Multiferroics are materials that exhibit more than one primary ferroic order parameter simultaneously (i.e. in a single phase). They have applications both in the bulk form (high-sensitivity ac magnetic field sensors and electrically tunable microwave devices) and as thin film (magnetoelectronic devices).

In the case of the mixed valence material LuFe2O4, the order parameters are ferromagnetism and ferroelectricity. It is a member of the RFe2O4 family where R are rare-earth elements. The crystal structure consists of the alternate stacking of triangular lattices of rare-earth elements, iron and oxygen.

FlatCone versus classical TAS

The sample was much smaller than usual and with a double twining (A and B). FlatCone made it possible to discover a third grain misoriented by about 90º. Thus only 1/3 of the sample volume contributed to the measured neutron scattering. All this would have made the alignment very difficult on a classical TAS instrument, with the additional problem of the attribution of satellites to A or B.

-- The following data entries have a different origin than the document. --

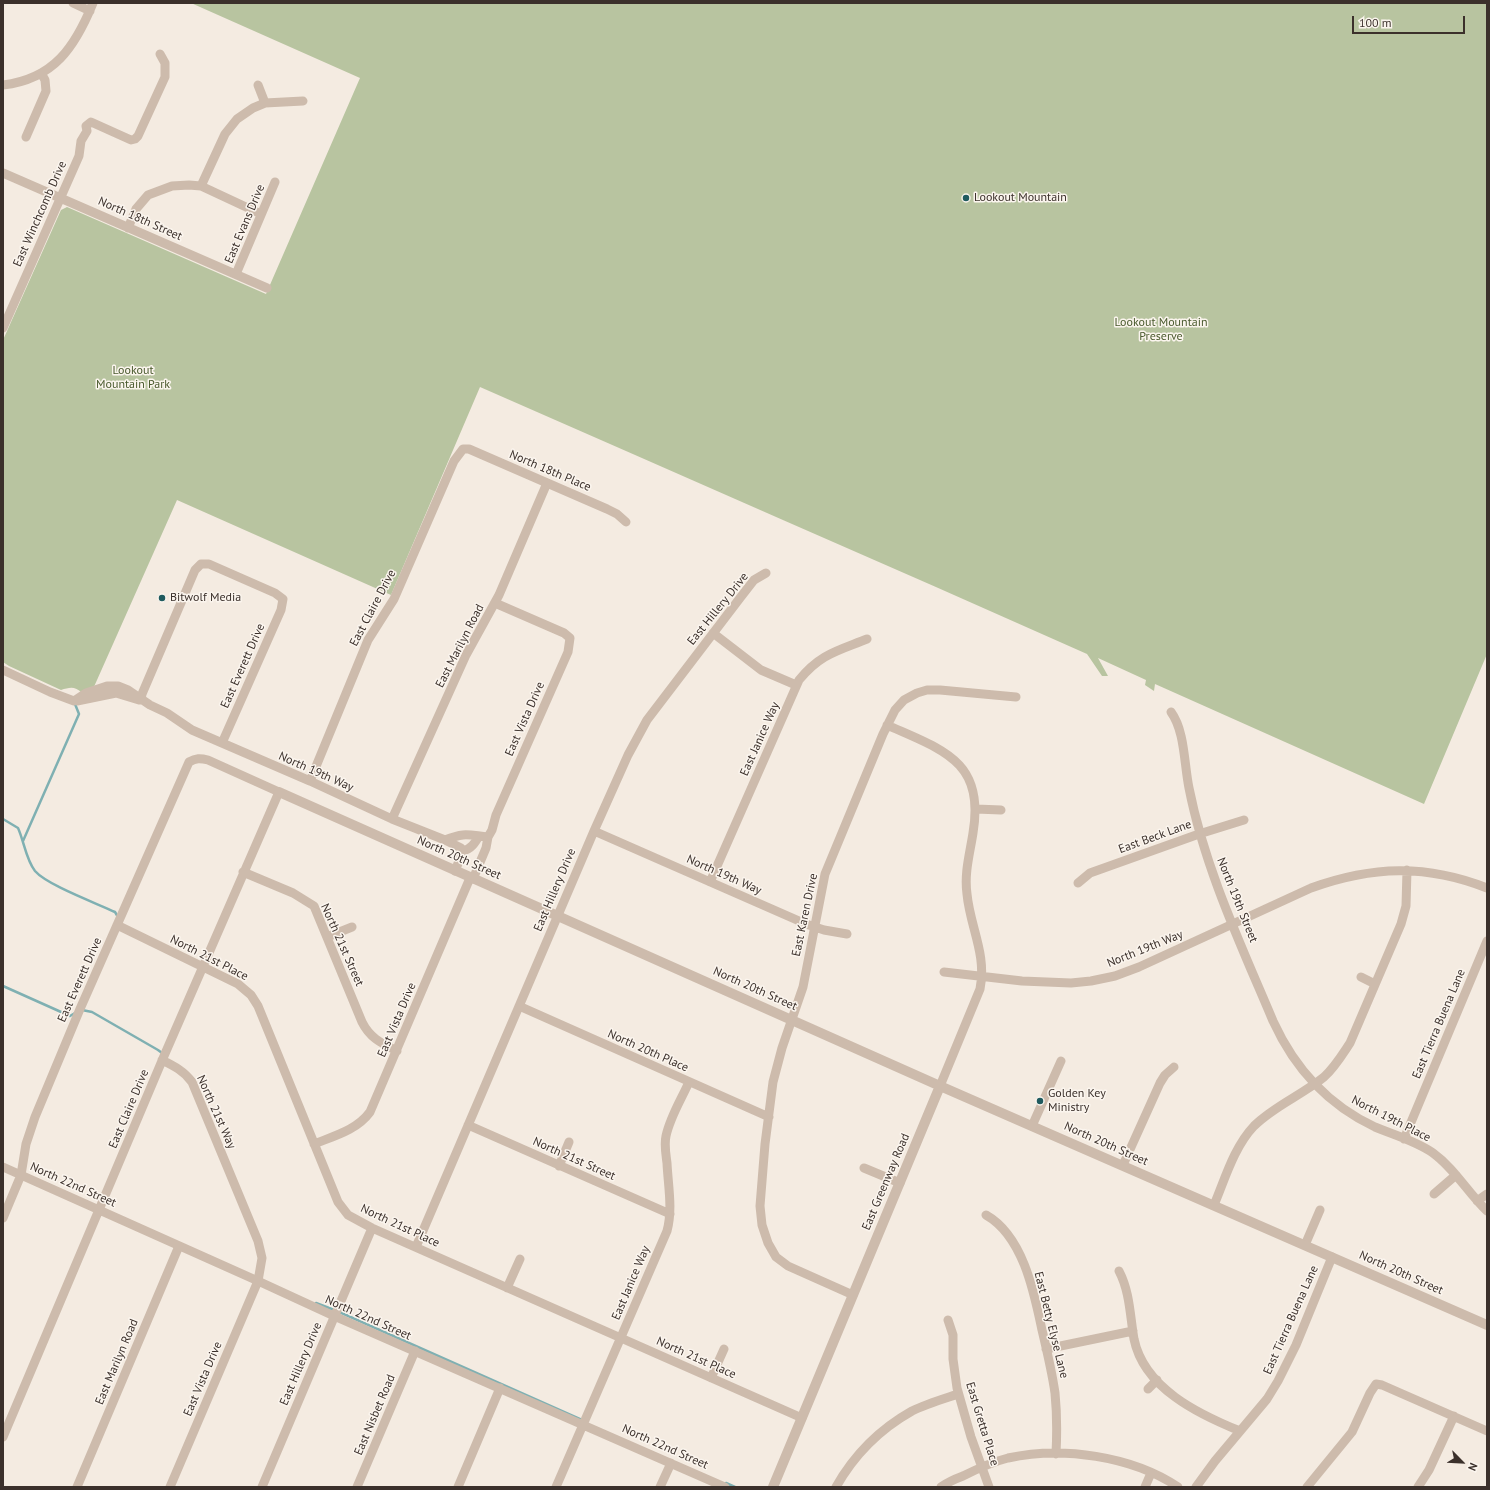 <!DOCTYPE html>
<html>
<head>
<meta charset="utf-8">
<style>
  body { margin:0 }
  #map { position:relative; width:1490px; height:1490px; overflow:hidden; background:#f4ebe1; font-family:"PT Sans",sans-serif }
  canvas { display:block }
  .frame { position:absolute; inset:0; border:4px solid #3b302b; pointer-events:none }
  .north { position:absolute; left:1442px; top:1442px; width:40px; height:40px; -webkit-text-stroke:3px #fbf5ee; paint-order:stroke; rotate:114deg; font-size:11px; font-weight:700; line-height:16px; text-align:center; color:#3b302b }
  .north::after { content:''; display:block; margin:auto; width:14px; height:18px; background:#3b302b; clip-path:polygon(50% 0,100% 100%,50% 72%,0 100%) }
  .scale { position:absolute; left:1352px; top:16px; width:113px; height:18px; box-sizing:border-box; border:2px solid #3b302b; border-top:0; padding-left:5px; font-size:12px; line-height:14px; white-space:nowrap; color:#3b302b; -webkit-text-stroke:3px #fbf5ee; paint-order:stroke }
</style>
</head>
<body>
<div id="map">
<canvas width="1490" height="1490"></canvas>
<div class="frame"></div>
<div class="north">N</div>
<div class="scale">100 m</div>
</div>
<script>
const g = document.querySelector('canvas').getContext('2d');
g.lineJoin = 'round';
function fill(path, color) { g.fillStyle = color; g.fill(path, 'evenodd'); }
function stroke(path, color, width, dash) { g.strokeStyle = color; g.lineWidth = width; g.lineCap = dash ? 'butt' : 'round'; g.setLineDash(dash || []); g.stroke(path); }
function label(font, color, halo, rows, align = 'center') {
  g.font = font + ' "PT Sans",sans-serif'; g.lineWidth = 3; g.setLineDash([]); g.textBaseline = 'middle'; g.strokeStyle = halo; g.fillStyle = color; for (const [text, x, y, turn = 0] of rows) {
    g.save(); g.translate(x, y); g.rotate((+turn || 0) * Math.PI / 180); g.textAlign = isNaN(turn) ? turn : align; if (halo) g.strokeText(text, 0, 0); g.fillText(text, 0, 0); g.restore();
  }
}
fill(new Path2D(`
  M 191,3 L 1487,3 L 1487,654 L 1424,804 L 1155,684 L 1154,691 L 1145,685 L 1146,680 L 1098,658 L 1108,676 L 1102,676 L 1087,654 C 885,564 682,476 480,387 L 391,595 L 177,500 L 93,689 L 82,693 C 75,686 70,687 61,690 L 9,666 L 3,662 L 3,340 L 61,210 L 67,207 L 266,294 L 360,78 Z`), '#b8c4a0');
stroke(new Path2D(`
  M 3,819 L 18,828 C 24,841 26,860 35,871 C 47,885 96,903 115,912 L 118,917
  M 23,841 L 79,714 L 75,704
  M 3,986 L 70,1016 L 75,1013
  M 82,1010 L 92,1012 L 158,1050 L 162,1053
  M 316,1303 L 337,1311 L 582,1420
  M 726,1483 L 735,1487`), '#7fb0b2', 2.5);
stroke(new Path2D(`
  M 73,3 L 90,11
  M 3,85 C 54,79 75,47 93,3
  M 258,85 L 265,103
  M 26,137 L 46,91 L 45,80 L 41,73
  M 3,173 L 267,288
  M 201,186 L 225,134 L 237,119 L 253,108 L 265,103 L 303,101
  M 128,228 L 136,209 L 148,195 L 172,186 L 189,185 L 201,186 L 261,214
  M 236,274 L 275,182
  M 3,328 L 79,156 L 81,141 L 87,131 L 86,126 L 91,122 L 131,140 L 135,139 L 138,136 L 165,77 L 165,63 L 160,54
  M 713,633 L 761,670 L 796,685
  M 3,670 L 50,692 L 74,701
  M 141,700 L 142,694 L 195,570 L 201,564 L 209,564 L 275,593 L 283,599 L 281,610 L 222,743
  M 74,701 L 86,693 L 107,686 L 118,686 L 128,690 L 150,705 L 167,713 L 192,730 L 310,781 L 392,819 L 445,840 C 465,832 468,835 488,837
  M 77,701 L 116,693 L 139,700
  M 1171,712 C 1185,731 1184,764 1189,788 C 1205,869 1241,945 1273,1021 C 1294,1067 1328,1105 1375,1127 C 1394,1135 1416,1141 1433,1153 C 1455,1169 1468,1193 1487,1211
  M 887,725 C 943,750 985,761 973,833 C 970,853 964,873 967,894 C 970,927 987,954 980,989 L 940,1086
  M 310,781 L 368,640 L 394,599 L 454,461 L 463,449 L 469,449 L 607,509 L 617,514 L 626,522
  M 976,809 L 1001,810
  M 392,819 L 466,655 L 499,595 L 547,483
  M 594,831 L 806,924 L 824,930 L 847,934
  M 445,840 L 461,848 L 463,851 L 455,871
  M 463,851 C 471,849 475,843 479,836
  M 243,872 L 293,893 L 314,906 L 362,1022 C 370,1038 381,1043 397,1051
  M 473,879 L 486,848 L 488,837 L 492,830 L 496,815 L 568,652 L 570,638 L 564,633 L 495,603
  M 710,882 L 799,680 C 820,654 837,651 867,639
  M 1078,883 L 1090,873 L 1199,834 L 1244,820
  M 117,925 L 238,984 L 251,995 L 258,1006 L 338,1202 L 348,1215 L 372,1228 L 802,1418
  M 327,937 L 352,927
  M 944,972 L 1022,981 L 1071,983 L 1091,981 L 1115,976 L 1139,967 L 1311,888 C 1372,866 1426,864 1487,888
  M 1361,977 L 1375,984
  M 519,1006 L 769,1117
  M 162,1060 C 174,1066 184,1071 192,1082 L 258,1241 L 262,1258 L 258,1281 L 170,1487
  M 468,1125 L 670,1214
  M 1032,1126 L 1061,1061
  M 1404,1139 L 1487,941
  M 314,1144 C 334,1136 357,1130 370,1112 L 470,878
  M 1123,1165 L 1160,1083 L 1165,1075 L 1174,1067
  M 559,1166 L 569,1142
  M 3,1167 L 258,1281 L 334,1316 L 725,1487
  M 864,1168 L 900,1183
  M 1434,1194 L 1456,1175
  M 1477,1201 L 1487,1194
  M 1214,1205 C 1225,1179 1234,1147 1254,1126 C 1274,1106 1302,1095 1324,1077 C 1335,1067 1342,1055 1350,1043 L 1401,924 L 1406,906 L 1407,870
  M 986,1215 C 1023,1236 1034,1292 1042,1330 C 1047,1351 1052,1372 1055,1393 C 1057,1413 1057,1434 1056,1454
  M 3,1218 L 21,1175 L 26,1144 L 35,1117 L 80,1009 L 189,762 C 196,758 200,758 208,760 L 279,792 L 164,1056 L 3,1437
  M 1305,1245 L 1320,1210
  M 416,1247 L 594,831 L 628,755 L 647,720 L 740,598 L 754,580 L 766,573
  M 1119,1271 C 1130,1292 1130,1316 1134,1339 C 1144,1388 1198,1414 1240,1431
  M 507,1288 L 520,1259
  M 853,1295 L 788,1266 L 776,1257 L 768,1243 L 762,1225 L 760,1206 L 765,1144 L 773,1082 L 782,1048 L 803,987 L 825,874 L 883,734 L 895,710 L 904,700 L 917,693 L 927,690 L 940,690 L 1016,697
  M 948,1320 L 953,1335 L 953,1359 L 957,1388 L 971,1437 L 989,1487
  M 1046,1349 L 1133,1331
  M 711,1378 L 724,1349
  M 1148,1389 L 1157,1380
  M 77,1487 L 179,1246
  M 262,1487 L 372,1228
  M 357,1487 L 415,1351
  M 458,1487 L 500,1388
  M 556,1487 L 667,1231 C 673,1209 668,1185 667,1163 C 666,1155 664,1145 666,1136 C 670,1117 681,1100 689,1082
  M 660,1487 L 671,1463
  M 836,1487 C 854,1455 880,1429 912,1411 C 926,1404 943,1399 958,1394
  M 941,1487 C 948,1482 955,1479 963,1476 C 977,1469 992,1462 1008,1458 C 1062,1446 1132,1456 1178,1487
  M 1145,1487 L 1151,1473
  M 1196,1487 L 1215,1461 L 1267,1399 L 1278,1381 L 1296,1345 L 1332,1257
  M 1307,1487 L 1352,1432 L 1370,1393 L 1376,1384 L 1382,1385 L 1487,1431
  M 1418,1487 L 1429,1470 L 1454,1416`), '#cdbbac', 9);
stroke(new Path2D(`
  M 279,792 L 940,1086 L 1487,1325
  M 773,1487 L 940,1086`), '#cdbbac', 10);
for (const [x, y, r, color] of [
  [966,198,4,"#1f5a5e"],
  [162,598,4,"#1f5a5e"],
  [1040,1101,4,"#1f5a5e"]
]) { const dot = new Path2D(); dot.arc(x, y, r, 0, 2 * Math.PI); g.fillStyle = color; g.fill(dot); stroke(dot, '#fbf5ee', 1.5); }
label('12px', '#3b302b', '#fbf5ee', [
  ["Lookout Mountain",974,198],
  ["Bitwolf Media",170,598],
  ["Golden Key",1048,1094],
  ["Ministry",1048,1108]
], 'left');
label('12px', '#3b302b', '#fbf5ee', [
  ["East Winchcomb Drive",40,214,-66],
  ["North 18th Street",140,219,24],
  ["East Evans Drive",245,224,-67],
  ["North 18th Place",550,471,23],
  ["East Claire Drive",373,608,-62],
  ["East Hillery Drive",718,609,-51],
  ["East Marilyn Road",460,646,-63],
  ["East Everett Drive",243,666,-66],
  ["East Vista Drive",525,719,-66],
  ["East Janice Way",760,739,-66],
  ["North 19th Way",316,772,24],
  ["East Beck Lane",1155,837,-20],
  ["North 20th Street",459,858,24],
  ["North 19th Way",724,875,24],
  ["East Hillery Drive",555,890,-67],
  ["North 19th Street",1237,900,68],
  ["East Karen Drive",805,915,-78],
  ["North 21st Street",342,945,66],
  ["North 19th Way",1145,949,-22],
  ["North 21st Place",209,958,27],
  ["East Everett Drive",80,980,-66],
  ["North 20th Street",755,989,24],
  ["East Vista Drive",397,1020,-67],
  ["East Tierra Buena Lane",1439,1024,-67],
  ["North 20th Place",648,1051,24],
  ["East Claire Drive",129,1109,-67],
  ["North 21st Way",216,1112,66],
  ["North 19th Place",1391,1119,27],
  ["North 20th Street",1106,1144,24],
  ["North 21st Street",574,1159,24],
  ["East Greenway Road",886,1182,-67],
  ["North 22nd Street",73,1185,24],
  ["North 21st Place",400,1226,25],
  ["North 20th Street",1401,1273,24],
  ["East Janice Way",631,1283,-67],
  ["North 22nd Street",368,1318,24],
  ["East Tierra Buena Lane",1291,1320,-66],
  ["East Betty Elyse Lane",1051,1325,76],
  ["North 21st Place",696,1358,24],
  ["East Marilyn Road",117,1362,-67],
  ["East Hillery Drive",301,1364,-67],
  ["East Vista Drive",203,1379,-67],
  ["East Nisbet Road",375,1415,-67],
  ["East Gretta Place",982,1424,73],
  ["North 22nd Street",665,1447,24]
]);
label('12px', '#4a5a2e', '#fbf5ee', [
  ["Lookout Mountain",1161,323],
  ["Preserve",1161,337],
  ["Lookout",133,371],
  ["Mountain Park",133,385]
]);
</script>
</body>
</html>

As demonstrated here by measurements on IN20, FlatCone provides a mapping of the scattering plane that makes things much easier and understandable.

Inelastic scattering

Nonetheless the above difficulties, FlatCone made it possible to observe an inelastic scattering. When the sample is heated, the magnon gap (> 5 meV) closes and fluctuations can be observed. A single night of measurements on IN20 was enough to obtain this result.

Ref: A.Boothroyd, D.McMorrow, H.Lewtas, J. Kulda, ILL Exp. report 4-01-689.